==== RECORDS SUPPLIED ====

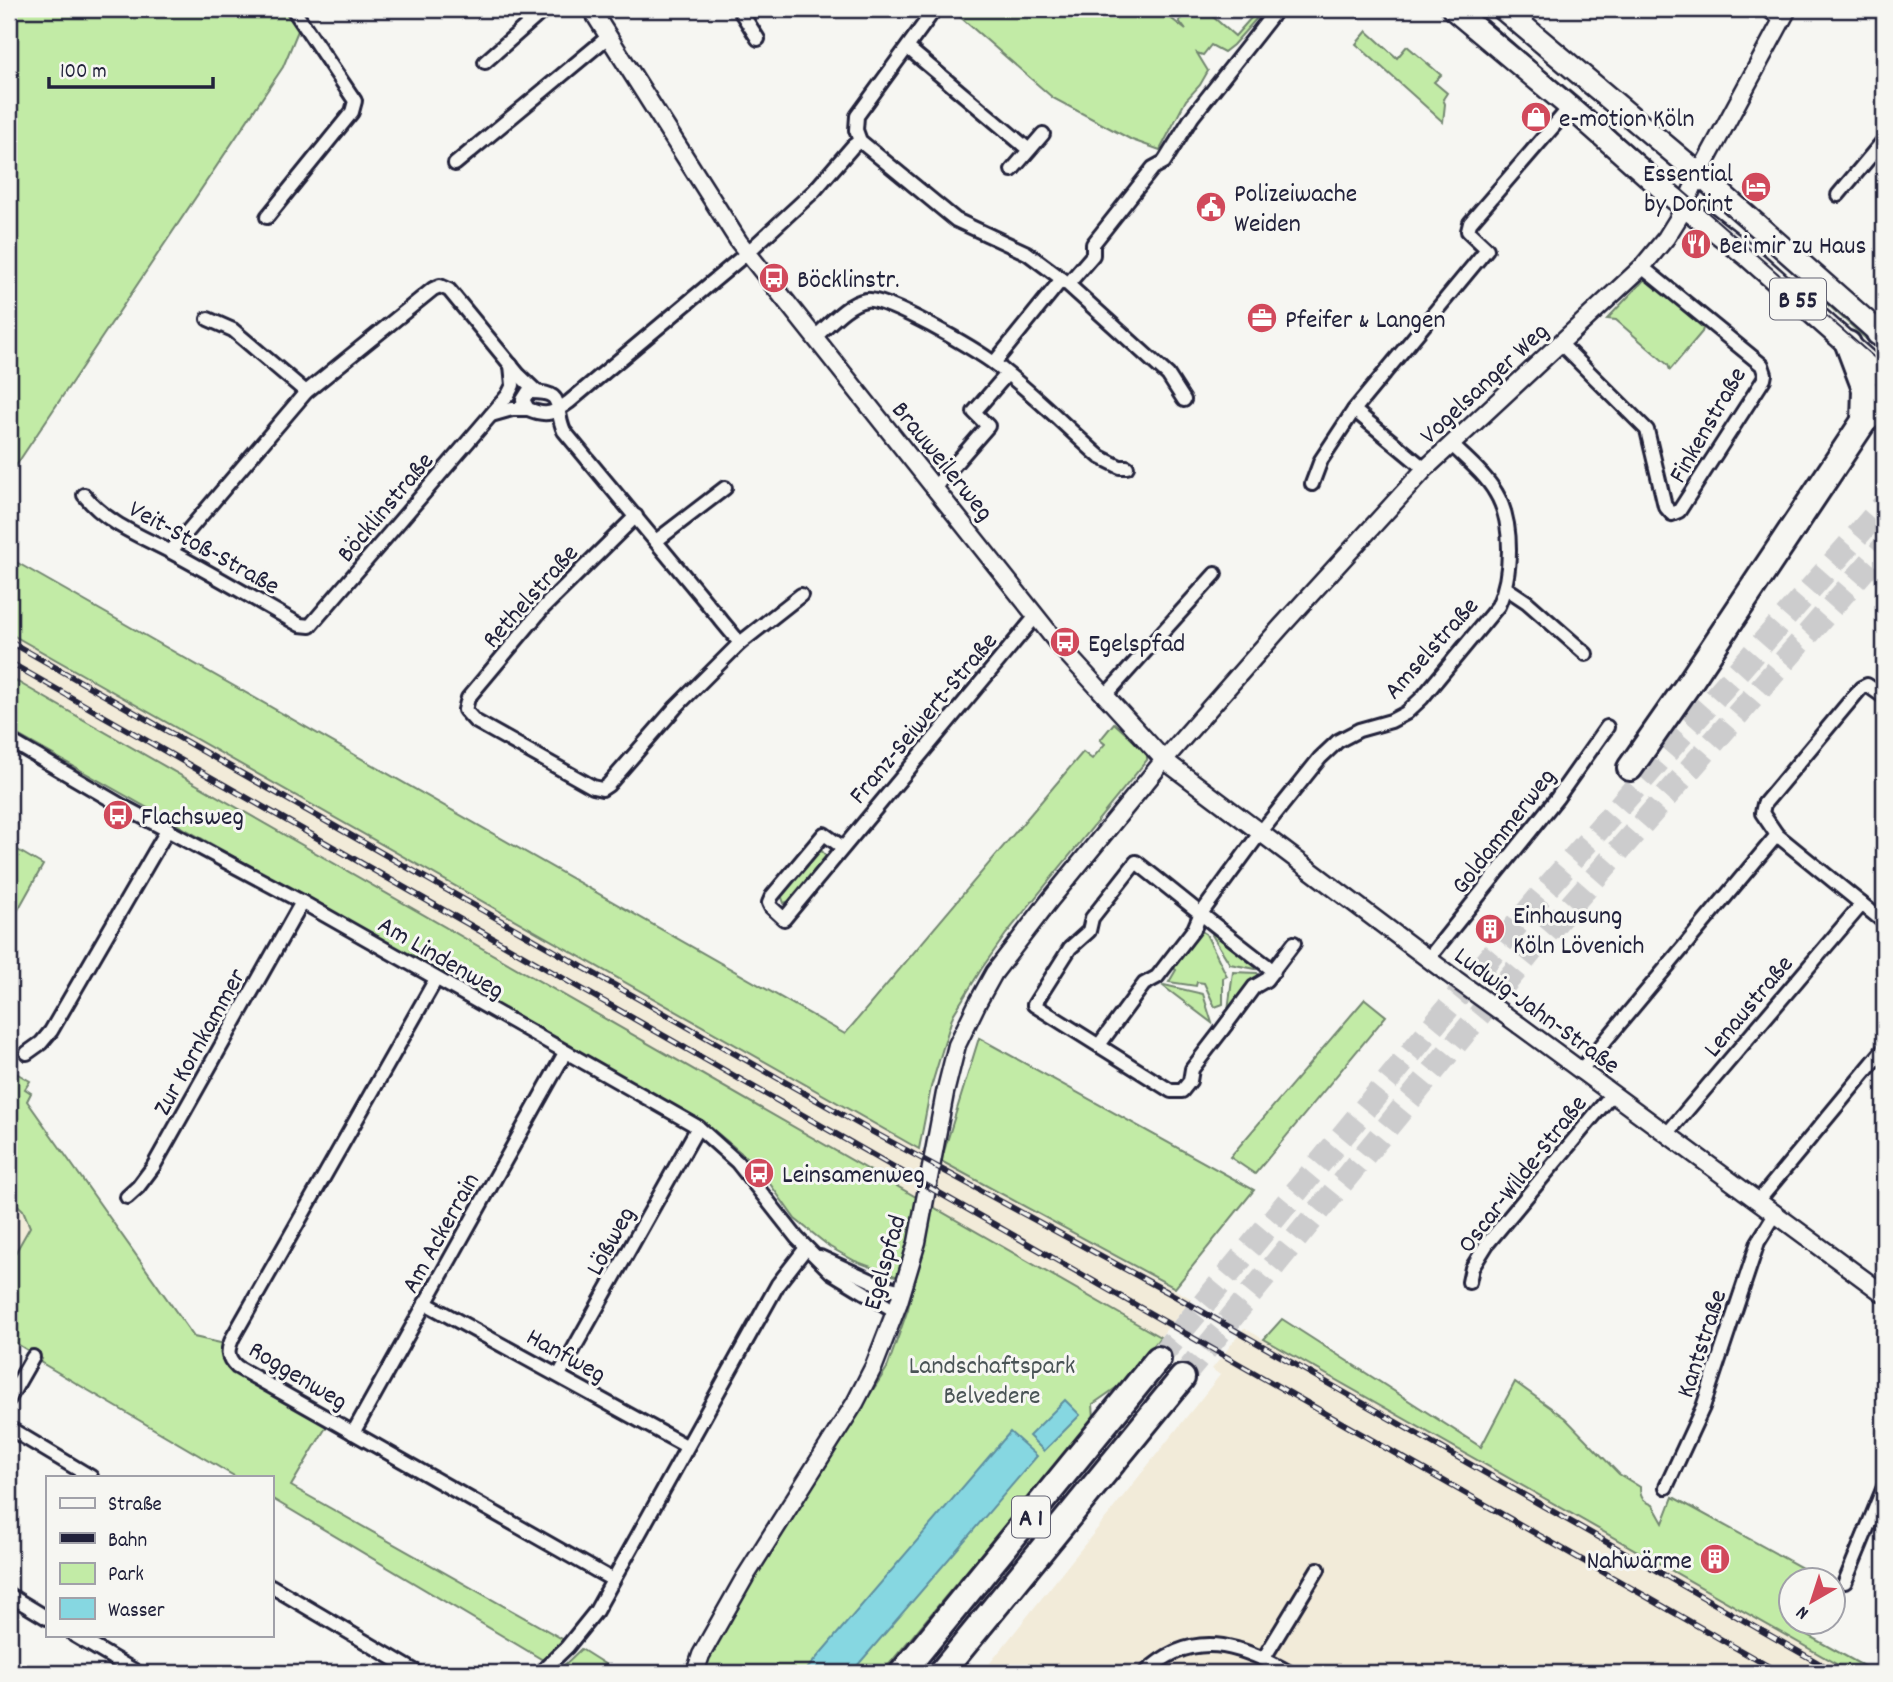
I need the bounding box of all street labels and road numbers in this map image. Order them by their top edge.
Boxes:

====
==== RECORDS SUPPLIED ====

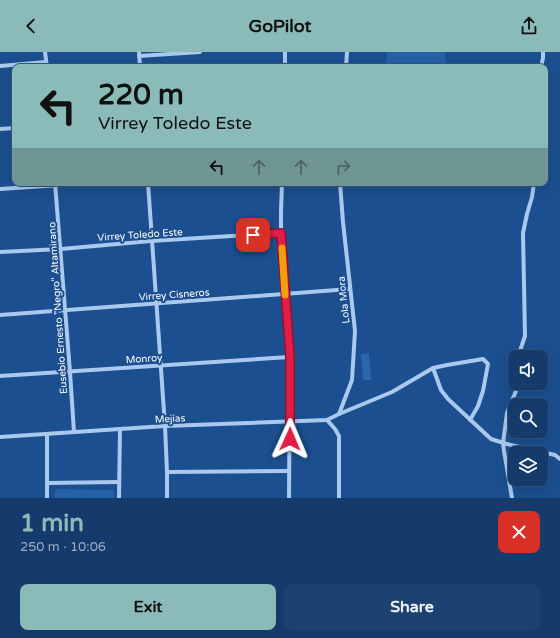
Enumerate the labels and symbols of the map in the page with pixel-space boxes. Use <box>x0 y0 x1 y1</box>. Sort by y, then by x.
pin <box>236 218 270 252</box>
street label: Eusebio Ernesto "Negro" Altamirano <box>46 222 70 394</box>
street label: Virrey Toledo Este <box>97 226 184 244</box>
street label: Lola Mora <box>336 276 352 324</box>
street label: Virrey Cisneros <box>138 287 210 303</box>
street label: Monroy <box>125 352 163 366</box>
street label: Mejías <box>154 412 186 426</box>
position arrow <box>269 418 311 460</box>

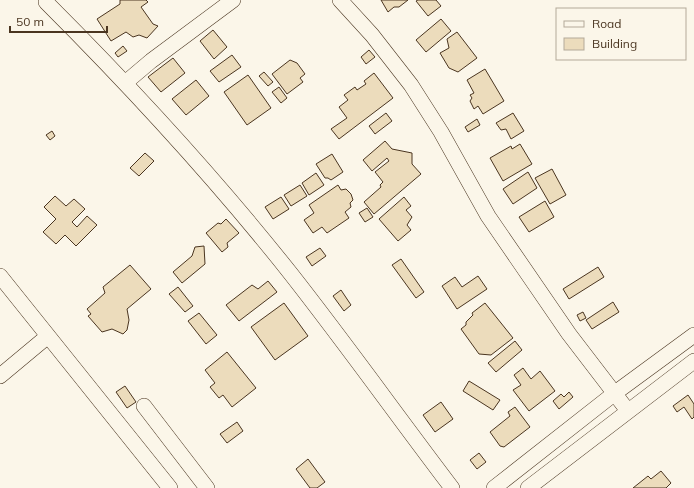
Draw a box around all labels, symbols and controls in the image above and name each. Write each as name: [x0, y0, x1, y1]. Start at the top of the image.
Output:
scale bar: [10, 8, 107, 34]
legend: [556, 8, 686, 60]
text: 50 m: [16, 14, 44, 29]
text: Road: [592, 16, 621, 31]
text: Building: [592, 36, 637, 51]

====

* _TRY IT_: Pull every line with the string "image" out of the material.

* _RESPONSE_:
I need the bounding box of all street labels and road numbers in this map image. Order them by their top edge.
Draw a box around all labels, symbols and controls in the image above and name each. Write each as name: [x0, y0, x1, y1]. Start at the top of the image.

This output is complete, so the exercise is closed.